Targeted drug therapy
Targeted drug treatments focus on specific abnormalities present within cancer cells. By blocking these abnormalities, targeted drug treatments can cause cancer cells to die.
Many targeted therapy drugs are used to treat lung cancer, though most are reserved for people with advanced or recurrent cancer.
Some targeted therapies only work in people whose cancer cells have certain genetic mutations. Your cancer cells may be tested in a laboratory to see if these drugs might help you.
Immunotherapy uses your immune system to fight cancer. Your body’s disease-fighting immune system may not attack your cancer because the cancer cells produce proteins that blind the immune system cells. Immunotherapy works by interfering with that process.
Immunotherapy treatments are generally reserved for people with advanced lung cancer.

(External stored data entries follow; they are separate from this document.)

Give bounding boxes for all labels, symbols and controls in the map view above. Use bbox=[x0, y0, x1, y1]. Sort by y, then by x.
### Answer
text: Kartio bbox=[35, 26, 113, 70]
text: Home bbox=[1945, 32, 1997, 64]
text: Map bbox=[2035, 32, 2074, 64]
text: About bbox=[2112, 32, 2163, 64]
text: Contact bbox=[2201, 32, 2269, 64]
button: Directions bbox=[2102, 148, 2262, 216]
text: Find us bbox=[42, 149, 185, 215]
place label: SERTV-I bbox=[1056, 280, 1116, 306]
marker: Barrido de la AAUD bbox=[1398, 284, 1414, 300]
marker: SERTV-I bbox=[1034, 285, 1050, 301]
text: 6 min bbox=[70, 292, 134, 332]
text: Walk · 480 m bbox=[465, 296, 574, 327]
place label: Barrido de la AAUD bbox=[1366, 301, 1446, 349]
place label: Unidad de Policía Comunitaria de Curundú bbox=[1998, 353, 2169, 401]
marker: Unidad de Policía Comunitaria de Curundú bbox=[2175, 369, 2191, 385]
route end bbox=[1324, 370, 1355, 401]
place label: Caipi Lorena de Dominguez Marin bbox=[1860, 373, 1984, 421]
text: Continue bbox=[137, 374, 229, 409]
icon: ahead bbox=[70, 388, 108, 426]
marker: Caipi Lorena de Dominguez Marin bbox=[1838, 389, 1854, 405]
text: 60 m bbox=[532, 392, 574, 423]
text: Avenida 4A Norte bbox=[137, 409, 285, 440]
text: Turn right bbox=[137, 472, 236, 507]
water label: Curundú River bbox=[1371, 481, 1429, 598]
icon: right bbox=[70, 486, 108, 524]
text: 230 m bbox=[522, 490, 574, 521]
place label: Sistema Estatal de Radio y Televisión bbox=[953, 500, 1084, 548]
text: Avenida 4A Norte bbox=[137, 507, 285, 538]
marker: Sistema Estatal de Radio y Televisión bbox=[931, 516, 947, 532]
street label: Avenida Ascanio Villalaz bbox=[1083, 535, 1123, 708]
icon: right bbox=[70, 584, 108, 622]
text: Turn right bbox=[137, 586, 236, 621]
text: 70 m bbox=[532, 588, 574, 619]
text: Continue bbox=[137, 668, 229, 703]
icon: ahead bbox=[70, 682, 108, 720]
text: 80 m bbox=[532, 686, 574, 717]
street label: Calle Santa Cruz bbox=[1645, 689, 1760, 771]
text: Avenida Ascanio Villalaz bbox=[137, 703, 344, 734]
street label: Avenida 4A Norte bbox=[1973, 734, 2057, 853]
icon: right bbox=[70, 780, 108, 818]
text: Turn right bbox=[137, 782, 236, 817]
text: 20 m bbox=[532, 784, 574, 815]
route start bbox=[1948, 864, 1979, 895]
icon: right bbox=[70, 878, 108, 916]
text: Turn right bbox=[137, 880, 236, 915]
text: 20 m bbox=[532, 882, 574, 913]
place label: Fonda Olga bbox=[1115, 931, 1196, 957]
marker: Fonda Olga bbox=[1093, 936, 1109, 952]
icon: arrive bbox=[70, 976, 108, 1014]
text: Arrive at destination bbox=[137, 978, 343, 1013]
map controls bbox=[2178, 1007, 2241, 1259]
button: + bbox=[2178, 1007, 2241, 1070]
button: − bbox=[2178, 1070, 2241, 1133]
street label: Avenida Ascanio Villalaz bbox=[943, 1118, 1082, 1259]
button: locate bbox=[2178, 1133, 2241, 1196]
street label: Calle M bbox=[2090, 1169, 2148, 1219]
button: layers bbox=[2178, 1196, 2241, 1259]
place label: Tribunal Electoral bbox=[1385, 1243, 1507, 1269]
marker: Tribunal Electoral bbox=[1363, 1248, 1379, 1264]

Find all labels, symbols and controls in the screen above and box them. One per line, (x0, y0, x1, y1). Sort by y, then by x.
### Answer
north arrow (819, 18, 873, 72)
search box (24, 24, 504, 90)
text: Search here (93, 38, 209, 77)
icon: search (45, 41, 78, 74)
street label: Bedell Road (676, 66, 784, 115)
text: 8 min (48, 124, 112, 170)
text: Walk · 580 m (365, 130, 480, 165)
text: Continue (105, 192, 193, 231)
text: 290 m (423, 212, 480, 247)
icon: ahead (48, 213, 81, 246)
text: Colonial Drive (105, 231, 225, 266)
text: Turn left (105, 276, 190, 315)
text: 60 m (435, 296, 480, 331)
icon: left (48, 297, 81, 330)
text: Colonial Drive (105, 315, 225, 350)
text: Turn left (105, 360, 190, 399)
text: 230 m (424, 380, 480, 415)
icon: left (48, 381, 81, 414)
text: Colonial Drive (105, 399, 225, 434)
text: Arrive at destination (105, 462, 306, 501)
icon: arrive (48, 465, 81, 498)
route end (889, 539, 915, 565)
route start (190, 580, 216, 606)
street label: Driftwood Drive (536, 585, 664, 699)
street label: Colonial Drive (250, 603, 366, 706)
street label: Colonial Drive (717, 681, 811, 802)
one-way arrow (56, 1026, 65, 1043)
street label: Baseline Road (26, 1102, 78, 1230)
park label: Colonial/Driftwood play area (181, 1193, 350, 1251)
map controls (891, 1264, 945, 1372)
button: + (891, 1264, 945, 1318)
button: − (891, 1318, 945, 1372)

People with lung cancer often experience signs and symptoms of the cancer, as well as side effects of treatment. Supportive care, also known as palliative care, is a specialty area of medicine that involves working with a doctor to minimize your signs and symptoms.
Your doctor may recommend that you meet with a palliative care team soon after your diagnosis to ensure that you’re comfortable during and after your cancer treatment.
In one study, people with advanced non-small cell lung cancer who began receiving supportive care soon after their diagnosis lived longer than those who continued with treatments, such as chemotherapy and radiation. Those receiving supportive care reported improved mood and quality of life. They survived, on average, almost three months longer than did those receiving standard care.